Presumably the DM&IR engines faced some extreme weather conditions, and it is clear from the photos in the Morning Sun book that they were repainted quite often--but most likely not in the as-delivered color.  There are photos of DM&IR steam engines being freshly painted (in the grey, during the late 1950's) and ready to go for the beginning of the spring ore season.

Again, "Russian Iron" paint color should not be confused with the actual color of Russian Iron metal.

Respectfully submitted--

John Mock

  • Member since
    March 2016
  • 1,274 posts
Posted by PRR8259 on Thursday, May 6, 2021 10:12 AM

Santa Fe had most boilers fully jacketed--and painted BLACK.

The grey color on the front of the smokebox of ATSF 3751 is a color that Santa Fe called "Tarpon Grey".

Santa Fe did NOT use Russian Iron boilers or paint color, at least not after the early years of the 20th Century.
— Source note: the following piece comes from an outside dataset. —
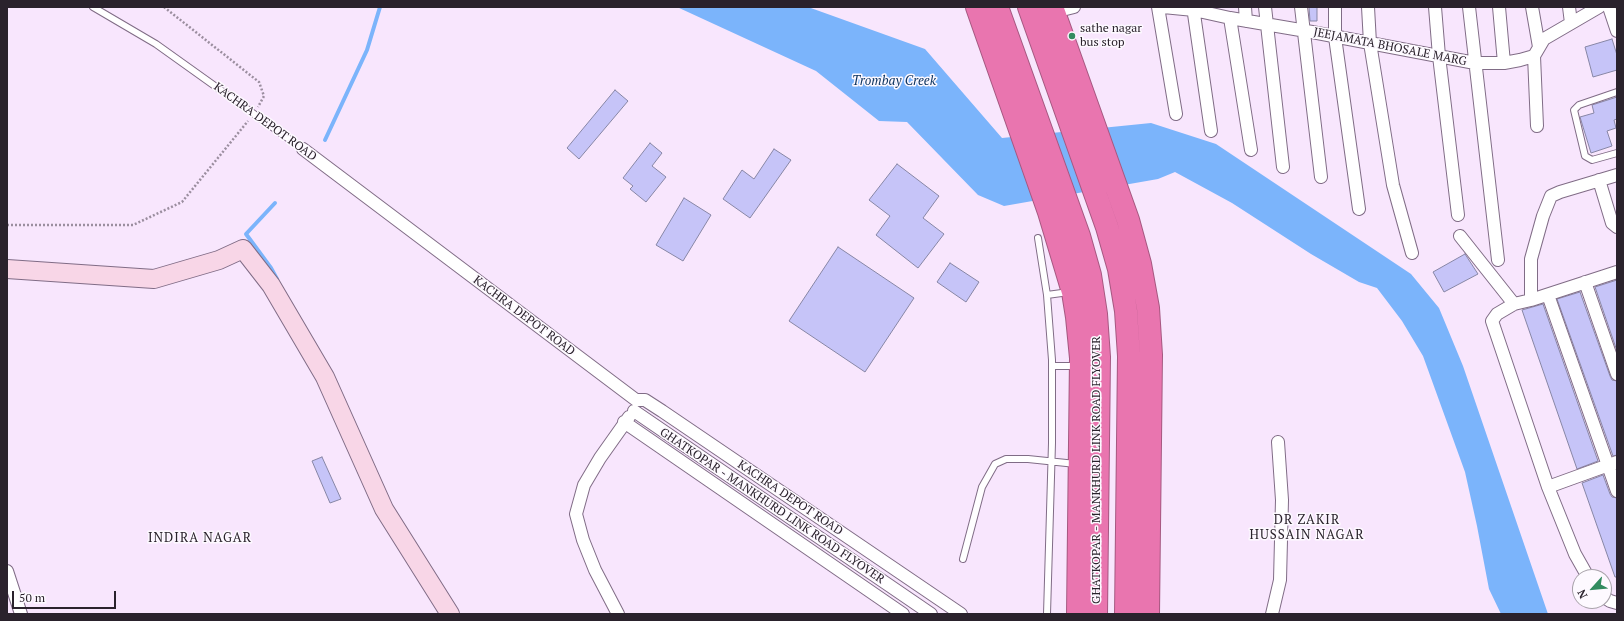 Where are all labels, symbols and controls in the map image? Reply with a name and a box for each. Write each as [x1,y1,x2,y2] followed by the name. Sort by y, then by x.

All Santa Fe steamers, except the Blue Goose, and the Cyrus K. Holiday, and perhaps one other early steam survivor, were painted black.

John

  • Member since
    February 2002
  • From: Mpls/St.Paul
  • 12,212 posts
Posted by wjstix on Thursday, May 6, 2021 10:38 AM

PRR8259
The actual colors used varied from a lighter green on the Texas & Pacific to very dark greens on GN, D&RGW, NP, SP&S and others.

Great Northern's "Glacier Park" steam locomotive scheme has often been described as "gray-green", not really all that dark.

https://encrypted-tbn0.gstatic.com/images?q=tbn:ANd9GcSoBsGIc_KEoO2uHxfTjZghzKCxeRCiZwY3-u3T52lNjBrMZbguT6IhiTZwEVkTX0yL1co&usqp=CAU

PRR8259
Presumably the DM&IR engines faced some extreme weather conditions, and it is clear from the photos in the Morning Sun book that they were repainted quite often--but most likely not in the as-delivered color.

Since ore shipping shut down during the winter, the Missabe's repair crews had all winter to work on equipment, so I wouldn't be surprised if their engines were repainted each winter. There's a lot of photos of DMIR engines in regular service looking clean with white lined tires and such.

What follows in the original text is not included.